"...another creature flashed into sight on a metal plate and stalked toward the room beyond."
- Poul Anderson, "Interloper" IN Anderson, Fantasy (New York, 1981), pp. 178-210 AT p. 195.
"Interloper" was originally published in The Magazine of Fantasy and Science Fiction in 1959, when I was ten. Children of a later generation can hardly read the half sentence quoted above without thinking, "Star Trek! Transporter!" - although the original sf term would have been either "teleporter" or "matter transmitter." (The Justice League of America even came up with "transmatter.")
We might also think, "Beam me up, Scotty!" That phrase was used ironically at the end of a realistic British TV drama about redundancy and unemployment. There was no way that the character saying it was going to disappear. But, if he had disappeared from Liverpool Docks to reappear in the transporter room of the Starship Enterprise, that would have been a crossover.

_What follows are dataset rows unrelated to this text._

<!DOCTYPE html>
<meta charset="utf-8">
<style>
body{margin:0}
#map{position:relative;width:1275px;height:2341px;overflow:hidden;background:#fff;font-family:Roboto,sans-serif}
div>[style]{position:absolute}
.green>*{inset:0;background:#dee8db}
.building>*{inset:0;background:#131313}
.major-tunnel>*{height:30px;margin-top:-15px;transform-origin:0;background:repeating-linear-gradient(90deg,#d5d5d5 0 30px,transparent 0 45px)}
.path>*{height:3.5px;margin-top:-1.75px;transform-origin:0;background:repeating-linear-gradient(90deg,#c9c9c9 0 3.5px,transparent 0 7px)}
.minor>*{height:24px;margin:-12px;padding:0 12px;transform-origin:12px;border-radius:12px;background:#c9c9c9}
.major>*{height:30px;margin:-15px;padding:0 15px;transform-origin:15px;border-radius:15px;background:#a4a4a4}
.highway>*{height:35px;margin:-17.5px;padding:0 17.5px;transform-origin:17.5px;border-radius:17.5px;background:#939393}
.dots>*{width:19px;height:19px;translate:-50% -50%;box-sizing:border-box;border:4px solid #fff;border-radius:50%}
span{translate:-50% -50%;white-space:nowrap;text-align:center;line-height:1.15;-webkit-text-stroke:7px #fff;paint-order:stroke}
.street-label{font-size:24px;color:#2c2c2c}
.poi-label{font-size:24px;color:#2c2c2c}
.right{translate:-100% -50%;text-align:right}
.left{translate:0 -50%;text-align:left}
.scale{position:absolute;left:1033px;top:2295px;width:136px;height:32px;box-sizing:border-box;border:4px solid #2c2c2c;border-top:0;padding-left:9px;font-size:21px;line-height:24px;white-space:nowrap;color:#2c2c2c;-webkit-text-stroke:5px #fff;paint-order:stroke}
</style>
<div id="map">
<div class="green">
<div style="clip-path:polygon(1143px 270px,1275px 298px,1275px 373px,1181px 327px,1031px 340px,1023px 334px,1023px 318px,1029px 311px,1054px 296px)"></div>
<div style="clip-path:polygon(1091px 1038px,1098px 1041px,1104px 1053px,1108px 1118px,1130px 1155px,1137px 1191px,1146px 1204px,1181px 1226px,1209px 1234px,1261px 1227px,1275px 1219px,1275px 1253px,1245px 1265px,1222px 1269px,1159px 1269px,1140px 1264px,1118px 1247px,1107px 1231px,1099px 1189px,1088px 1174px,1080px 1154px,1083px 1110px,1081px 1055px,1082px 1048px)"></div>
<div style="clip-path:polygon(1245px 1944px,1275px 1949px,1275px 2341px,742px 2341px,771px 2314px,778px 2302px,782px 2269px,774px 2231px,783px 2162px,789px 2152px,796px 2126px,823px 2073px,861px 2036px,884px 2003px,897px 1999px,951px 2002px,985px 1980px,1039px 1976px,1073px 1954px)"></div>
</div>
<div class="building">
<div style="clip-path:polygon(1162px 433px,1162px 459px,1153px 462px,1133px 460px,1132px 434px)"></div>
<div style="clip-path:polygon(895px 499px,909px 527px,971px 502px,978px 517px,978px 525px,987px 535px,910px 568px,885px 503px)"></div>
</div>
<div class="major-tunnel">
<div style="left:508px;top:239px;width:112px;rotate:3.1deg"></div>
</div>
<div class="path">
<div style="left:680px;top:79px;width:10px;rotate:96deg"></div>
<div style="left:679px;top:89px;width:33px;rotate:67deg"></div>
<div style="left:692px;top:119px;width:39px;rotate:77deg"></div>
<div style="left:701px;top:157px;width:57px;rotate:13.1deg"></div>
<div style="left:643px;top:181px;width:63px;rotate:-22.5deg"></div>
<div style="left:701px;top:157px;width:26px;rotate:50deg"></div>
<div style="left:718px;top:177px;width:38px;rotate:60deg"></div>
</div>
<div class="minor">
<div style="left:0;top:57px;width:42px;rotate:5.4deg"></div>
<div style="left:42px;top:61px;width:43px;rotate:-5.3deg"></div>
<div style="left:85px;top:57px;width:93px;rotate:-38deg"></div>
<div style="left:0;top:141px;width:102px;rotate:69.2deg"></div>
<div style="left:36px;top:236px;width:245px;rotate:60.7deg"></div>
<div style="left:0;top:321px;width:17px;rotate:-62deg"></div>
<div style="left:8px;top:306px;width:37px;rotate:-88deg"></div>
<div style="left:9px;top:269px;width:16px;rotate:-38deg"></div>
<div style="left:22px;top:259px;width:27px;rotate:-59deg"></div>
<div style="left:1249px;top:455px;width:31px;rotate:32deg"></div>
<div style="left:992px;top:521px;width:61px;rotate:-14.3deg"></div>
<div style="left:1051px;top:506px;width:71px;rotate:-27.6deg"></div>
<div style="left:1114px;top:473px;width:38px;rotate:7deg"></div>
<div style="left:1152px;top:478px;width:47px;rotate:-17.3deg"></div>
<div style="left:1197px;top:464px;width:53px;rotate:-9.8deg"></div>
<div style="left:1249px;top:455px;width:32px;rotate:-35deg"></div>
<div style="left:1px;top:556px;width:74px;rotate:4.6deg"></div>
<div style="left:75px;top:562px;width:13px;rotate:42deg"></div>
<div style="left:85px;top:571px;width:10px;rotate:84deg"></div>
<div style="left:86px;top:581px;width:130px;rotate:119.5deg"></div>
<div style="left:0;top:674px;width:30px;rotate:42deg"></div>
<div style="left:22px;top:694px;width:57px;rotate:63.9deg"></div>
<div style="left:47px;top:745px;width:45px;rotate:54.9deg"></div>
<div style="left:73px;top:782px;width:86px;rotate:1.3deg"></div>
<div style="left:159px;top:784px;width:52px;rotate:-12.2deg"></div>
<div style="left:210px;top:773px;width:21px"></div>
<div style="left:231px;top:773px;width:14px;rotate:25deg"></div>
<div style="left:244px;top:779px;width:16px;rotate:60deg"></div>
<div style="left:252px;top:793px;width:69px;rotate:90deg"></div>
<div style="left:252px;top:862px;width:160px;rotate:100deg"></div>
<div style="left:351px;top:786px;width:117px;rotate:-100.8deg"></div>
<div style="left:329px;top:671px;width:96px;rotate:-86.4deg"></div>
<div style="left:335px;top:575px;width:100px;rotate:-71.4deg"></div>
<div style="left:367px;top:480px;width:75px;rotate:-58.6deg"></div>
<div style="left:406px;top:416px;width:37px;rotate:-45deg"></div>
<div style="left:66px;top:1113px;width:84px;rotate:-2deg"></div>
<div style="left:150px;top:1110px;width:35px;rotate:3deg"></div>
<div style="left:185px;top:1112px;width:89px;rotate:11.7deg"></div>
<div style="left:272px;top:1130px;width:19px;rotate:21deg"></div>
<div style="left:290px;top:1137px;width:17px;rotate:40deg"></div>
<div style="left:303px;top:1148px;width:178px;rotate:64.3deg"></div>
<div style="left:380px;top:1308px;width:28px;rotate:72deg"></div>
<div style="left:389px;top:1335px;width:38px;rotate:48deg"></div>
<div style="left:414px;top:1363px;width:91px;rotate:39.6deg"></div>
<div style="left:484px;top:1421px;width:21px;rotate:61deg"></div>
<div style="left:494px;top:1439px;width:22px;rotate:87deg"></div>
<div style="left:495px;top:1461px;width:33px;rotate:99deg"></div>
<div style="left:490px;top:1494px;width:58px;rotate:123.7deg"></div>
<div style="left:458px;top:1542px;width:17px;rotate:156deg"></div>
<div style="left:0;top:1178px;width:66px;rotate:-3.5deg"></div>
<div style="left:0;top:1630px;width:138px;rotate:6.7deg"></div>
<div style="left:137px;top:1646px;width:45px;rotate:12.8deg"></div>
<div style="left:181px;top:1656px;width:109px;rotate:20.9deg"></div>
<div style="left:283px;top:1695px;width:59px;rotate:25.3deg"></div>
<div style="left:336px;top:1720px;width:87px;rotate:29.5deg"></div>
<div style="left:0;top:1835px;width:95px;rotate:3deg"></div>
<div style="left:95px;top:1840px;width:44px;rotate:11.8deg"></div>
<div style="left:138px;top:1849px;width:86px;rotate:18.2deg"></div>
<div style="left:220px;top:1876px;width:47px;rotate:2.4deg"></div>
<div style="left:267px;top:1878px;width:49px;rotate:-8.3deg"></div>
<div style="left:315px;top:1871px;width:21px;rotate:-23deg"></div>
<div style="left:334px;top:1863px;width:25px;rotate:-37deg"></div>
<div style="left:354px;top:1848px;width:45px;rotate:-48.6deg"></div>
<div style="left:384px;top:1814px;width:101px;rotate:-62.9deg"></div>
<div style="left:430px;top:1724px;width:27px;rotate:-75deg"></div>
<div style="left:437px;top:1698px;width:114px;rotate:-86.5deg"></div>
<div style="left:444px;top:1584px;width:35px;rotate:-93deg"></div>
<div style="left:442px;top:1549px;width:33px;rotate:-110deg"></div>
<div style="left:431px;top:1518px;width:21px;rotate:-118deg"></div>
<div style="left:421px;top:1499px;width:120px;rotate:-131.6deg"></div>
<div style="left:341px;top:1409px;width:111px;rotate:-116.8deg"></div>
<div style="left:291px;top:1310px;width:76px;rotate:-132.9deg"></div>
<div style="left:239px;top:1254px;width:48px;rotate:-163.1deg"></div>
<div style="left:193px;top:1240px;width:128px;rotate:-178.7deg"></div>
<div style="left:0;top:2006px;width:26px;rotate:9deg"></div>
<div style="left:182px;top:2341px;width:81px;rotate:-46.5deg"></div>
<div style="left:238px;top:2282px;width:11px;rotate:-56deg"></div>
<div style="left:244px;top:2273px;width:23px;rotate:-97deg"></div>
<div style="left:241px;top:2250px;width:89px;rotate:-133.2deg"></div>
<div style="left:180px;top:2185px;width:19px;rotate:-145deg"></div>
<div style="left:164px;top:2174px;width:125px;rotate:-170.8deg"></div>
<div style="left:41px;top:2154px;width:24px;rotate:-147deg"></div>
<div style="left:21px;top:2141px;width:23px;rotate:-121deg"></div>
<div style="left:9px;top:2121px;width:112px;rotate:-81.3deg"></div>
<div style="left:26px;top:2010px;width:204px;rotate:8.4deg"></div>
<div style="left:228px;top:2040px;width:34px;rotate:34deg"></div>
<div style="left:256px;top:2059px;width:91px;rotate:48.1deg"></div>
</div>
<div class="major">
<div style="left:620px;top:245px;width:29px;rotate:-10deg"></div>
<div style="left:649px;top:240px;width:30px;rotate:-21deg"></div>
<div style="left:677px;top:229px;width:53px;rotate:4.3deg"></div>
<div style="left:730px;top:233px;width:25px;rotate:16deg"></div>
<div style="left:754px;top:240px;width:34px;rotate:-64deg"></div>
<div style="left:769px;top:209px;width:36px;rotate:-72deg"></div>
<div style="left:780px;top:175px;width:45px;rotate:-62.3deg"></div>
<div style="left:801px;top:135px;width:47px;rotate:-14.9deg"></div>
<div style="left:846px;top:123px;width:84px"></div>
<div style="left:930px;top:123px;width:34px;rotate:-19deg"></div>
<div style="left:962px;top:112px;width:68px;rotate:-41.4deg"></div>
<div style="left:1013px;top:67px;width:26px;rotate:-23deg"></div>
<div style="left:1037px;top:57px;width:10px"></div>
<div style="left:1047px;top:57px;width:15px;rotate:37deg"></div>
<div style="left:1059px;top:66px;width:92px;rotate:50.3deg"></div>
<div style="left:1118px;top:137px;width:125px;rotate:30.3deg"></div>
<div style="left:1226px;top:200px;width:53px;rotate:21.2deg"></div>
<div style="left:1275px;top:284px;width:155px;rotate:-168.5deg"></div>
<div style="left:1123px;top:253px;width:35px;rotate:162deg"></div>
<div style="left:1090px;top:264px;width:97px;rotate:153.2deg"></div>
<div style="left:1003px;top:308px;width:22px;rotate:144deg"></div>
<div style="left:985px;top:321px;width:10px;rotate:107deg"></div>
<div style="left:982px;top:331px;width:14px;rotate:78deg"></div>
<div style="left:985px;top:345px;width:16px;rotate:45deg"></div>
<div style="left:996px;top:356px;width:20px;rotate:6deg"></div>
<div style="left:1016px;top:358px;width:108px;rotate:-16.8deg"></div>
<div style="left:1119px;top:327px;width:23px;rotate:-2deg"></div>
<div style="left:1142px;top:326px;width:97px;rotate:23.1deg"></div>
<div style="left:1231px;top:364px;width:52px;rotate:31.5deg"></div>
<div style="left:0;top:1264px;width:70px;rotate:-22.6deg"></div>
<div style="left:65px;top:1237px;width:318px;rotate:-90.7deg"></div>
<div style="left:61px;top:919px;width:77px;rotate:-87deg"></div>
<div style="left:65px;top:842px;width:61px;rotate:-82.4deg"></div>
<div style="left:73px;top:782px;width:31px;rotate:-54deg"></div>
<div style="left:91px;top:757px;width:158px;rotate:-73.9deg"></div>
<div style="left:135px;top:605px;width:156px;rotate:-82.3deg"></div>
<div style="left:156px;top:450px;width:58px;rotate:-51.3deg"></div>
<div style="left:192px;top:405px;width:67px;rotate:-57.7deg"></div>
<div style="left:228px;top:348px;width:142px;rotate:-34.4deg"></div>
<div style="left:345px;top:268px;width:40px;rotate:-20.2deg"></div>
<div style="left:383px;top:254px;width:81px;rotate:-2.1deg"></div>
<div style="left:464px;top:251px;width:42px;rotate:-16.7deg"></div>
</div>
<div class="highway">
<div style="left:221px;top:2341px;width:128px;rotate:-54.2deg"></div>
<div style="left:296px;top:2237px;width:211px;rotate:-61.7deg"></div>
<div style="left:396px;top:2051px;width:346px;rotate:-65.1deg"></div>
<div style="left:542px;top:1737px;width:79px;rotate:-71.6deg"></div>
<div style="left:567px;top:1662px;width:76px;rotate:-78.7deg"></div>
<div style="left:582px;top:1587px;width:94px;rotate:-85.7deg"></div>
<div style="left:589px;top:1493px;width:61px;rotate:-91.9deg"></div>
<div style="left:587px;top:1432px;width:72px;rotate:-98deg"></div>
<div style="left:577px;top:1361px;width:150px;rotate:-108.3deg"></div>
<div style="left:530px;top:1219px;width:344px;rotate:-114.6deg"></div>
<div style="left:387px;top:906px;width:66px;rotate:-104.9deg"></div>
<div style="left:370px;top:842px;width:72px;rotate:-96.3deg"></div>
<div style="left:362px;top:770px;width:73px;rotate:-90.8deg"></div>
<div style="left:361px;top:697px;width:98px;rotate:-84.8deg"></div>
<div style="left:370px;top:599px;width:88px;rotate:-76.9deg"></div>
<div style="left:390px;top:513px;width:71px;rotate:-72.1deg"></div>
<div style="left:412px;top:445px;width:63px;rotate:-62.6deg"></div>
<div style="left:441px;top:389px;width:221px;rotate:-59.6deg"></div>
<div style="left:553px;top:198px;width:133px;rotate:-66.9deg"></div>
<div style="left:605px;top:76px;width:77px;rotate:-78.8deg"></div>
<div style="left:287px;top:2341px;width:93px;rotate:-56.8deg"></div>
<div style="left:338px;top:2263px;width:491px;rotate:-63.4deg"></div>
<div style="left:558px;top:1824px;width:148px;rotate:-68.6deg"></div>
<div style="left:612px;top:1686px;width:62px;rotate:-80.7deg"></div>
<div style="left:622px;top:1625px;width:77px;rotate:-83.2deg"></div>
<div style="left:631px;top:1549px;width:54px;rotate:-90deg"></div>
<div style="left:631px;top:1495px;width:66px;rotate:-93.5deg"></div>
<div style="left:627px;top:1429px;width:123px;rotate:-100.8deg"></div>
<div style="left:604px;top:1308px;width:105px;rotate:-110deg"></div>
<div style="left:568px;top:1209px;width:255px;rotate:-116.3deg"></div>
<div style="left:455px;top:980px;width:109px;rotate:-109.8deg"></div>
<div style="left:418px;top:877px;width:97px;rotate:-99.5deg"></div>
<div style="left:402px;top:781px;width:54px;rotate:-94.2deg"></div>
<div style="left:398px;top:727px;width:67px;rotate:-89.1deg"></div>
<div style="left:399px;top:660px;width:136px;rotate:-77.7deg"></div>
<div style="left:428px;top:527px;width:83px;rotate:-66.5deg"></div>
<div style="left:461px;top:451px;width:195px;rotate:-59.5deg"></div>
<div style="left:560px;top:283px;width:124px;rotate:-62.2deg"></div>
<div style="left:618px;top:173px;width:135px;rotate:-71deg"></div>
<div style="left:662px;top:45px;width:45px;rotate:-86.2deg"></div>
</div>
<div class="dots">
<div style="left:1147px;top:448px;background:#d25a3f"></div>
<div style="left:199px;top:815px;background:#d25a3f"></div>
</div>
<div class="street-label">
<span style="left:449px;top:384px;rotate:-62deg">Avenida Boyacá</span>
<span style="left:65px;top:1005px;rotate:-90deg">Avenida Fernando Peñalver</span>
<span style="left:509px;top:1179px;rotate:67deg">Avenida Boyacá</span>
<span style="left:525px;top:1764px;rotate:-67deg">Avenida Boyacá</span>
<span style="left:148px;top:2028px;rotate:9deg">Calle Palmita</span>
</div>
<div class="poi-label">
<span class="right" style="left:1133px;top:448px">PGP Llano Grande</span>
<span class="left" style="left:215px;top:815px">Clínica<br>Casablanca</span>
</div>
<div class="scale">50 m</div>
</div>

In "Interloper," the viewpoint character, Beoric, surprised to see the creature flashing into sight, immediately deduces that his hosts have "'...somehow managed to apply the interstellar drive principle to short distances.'" (ibid.) He is told that, "'The true minimum distance is about a hundred miles...'" (p. 196) So this "transporter" or "teleporter" is an application of the faster than light (FTL) drive. Teleportation is far less common in sf than FTL and, when it does occur, it is not usually an application of the latter.
Beoric is also surprised to learn that his hosts can communicate telepathically across interplanetary distances. They are powerful indeed.